Listen To Jon Bap's Beautifully Frenetic Debut "What Now?" [Premiere]
The first time I heard "Gotta Be Your Lover," the first single from Jon Bap's forthcoming debut album What Now?, I had a lot of thoughts — still do. The jangling guitar immediately brought to mind Mac DeMarco's 2: lively, frenetic and fun. Then came those drums — buzzy, chaotic and sporadic, creating an uncontrollable groove that takes a few listens to finally settle.
What Now? basks in this erratic pulse, fusing funk, free jazz, soul and R&B in a way that's simultaneously challenging and refreshing. The album serves as a reflection of Jon Bap's virtuosity, playing every instrument (except drums, which are handled by Mike Mitchell) and singing in a smooth tenor that treads a line between King Krule, Jesse Boykins III and James Blake.

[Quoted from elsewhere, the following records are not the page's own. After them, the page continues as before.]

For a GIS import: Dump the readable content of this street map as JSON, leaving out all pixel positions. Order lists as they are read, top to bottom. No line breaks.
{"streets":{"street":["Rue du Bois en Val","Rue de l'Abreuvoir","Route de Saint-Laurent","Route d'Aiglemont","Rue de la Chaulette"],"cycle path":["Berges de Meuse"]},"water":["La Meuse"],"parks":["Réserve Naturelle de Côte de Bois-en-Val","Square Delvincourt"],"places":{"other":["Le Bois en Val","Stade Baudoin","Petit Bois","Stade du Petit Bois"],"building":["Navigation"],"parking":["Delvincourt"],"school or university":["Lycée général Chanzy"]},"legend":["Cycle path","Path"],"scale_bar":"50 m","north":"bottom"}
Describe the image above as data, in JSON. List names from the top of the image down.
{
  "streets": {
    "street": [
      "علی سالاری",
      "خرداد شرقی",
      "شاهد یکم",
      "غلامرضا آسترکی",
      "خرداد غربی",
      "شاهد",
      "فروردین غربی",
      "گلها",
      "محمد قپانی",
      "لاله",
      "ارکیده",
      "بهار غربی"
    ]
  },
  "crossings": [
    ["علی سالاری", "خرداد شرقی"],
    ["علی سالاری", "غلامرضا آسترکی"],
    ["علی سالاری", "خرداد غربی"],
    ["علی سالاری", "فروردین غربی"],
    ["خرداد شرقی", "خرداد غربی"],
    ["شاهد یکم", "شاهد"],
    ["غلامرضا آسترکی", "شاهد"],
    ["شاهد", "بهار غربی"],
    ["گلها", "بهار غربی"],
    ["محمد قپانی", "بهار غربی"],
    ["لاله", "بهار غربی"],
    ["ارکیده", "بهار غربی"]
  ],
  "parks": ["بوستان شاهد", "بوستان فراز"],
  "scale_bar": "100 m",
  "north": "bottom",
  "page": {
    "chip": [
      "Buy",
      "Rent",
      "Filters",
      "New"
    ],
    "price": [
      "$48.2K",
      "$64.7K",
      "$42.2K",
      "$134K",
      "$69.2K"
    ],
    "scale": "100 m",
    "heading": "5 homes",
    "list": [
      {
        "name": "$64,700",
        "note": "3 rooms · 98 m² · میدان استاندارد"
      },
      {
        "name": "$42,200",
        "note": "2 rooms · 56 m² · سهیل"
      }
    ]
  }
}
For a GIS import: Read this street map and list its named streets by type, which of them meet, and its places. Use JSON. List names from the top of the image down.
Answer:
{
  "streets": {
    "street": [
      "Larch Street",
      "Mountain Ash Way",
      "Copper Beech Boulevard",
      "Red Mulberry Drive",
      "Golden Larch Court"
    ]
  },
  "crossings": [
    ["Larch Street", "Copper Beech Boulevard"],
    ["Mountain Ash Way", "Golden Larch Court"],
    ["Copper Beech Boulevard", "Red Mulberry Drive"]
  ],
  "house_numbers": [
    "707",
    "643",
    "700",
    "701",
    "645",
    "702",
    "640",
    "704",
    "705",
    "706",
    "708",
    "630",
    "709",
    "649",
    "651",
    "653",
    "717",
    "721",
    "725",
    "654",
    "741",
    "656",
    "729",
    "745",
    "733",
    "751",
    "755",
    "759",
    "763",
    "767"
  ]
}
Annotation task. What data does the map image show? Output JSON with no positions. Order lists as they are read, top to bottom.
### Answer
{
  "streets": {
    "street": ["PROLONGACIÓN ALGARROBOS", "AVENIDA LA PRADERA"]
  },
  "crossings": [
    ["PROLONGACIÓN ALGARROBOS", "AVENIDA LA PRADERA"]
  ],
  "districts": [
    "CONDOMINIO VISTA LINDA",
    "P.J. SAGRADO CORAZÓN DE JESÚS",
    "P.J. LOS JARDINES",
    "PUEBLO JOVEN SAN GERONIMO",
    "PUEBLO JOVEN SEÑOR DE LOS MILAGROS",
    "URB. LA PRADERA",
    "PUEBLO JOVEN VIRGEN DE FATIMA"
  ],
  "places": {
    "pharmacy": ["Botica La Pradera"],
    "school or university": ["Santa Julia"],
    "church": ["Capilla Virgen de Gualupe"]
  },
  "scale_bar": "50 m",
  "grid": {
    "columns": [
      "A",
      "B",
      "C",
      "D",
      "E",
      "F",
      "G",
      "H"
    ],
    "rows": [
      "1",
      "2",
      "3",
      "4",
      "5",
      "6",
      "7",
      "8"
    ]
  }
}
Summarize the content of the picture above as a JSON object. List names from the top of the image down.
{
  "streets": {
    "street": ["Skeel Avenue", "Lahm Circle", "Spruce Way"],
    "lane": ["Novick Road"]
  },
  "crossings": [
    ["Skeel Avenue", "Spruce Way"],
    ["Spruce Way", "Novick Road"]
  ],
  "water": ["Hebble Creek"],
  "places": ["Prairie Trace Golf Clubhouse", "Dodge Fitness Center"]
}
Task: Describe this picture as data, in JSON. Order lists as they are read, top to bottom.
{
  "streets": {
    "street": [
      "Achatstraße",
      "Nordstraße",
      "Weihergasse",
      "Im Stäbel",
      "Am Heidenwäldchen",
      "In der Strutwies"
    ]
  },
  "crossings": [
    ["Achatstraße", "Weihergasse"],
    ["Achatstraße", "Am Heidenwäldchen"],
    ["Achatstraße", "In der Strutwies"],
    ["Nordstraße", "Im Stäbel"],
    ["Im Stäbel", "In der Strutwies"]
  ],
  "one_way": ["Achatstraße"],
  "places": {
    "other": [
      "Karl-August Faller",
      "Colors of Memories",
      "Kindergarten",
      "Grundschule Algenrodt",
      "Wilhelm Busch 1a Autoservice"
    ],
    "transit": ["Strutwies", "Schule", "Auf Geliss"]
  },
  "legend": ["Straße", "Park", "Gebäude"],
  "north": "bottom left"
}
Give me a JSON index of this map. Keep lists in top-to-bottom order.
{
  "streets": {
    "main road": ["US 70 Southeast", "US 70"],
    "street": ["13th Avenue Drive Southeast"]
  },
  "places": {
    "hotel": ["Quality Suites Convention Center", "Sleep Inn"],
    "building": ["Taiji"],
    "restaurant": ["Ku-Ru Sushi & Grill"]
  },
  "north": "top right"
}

The album requires a thorough listen: starting from anywhere but "Guided Meditation" isn't advised, because once What Now? gets going the momentum is maintained throughout. Even in the record's slower and more somber moments ("Ghost in the Wintertime" and "Don't Run Into The Dark So Quick"), there's still so much going on. The latter track, which was inspired by Jon Bap's girlfriend, captures the beauty of being in a relationship with someone and letting them know you're there.
"I know you're good on your own / But we're in this together" croons Jon Bap. It's a beautiful sentiment complimented by soft guitar strums and background choir vocals, the singer-songwriter reminding his partner that he's not just her lover but best friend.
Then there's "Intuition," which is my favorite from What Now?. Mitchell, who serves as the drummer for jazz legend Stanley Clarke, provides one of the most interesting drum patterns I've heard in awhile. The job of a drummer is to keep time, but what makes Mitchell's contributions to this project so great is that he kind of deconstructs the idea of what a drummer is supposed to do. Plus, hearing the two go off on a free jazz bender halfway through the song is a treat.
What Now? showcases the beauty of collaboration and improvisation, Jon Bap transforming a collection of impromptu jams into something coherent and different. Sure, the path may be hard to follow at times, but it's a rewarding listen that you'll find yourself revisiting more than once.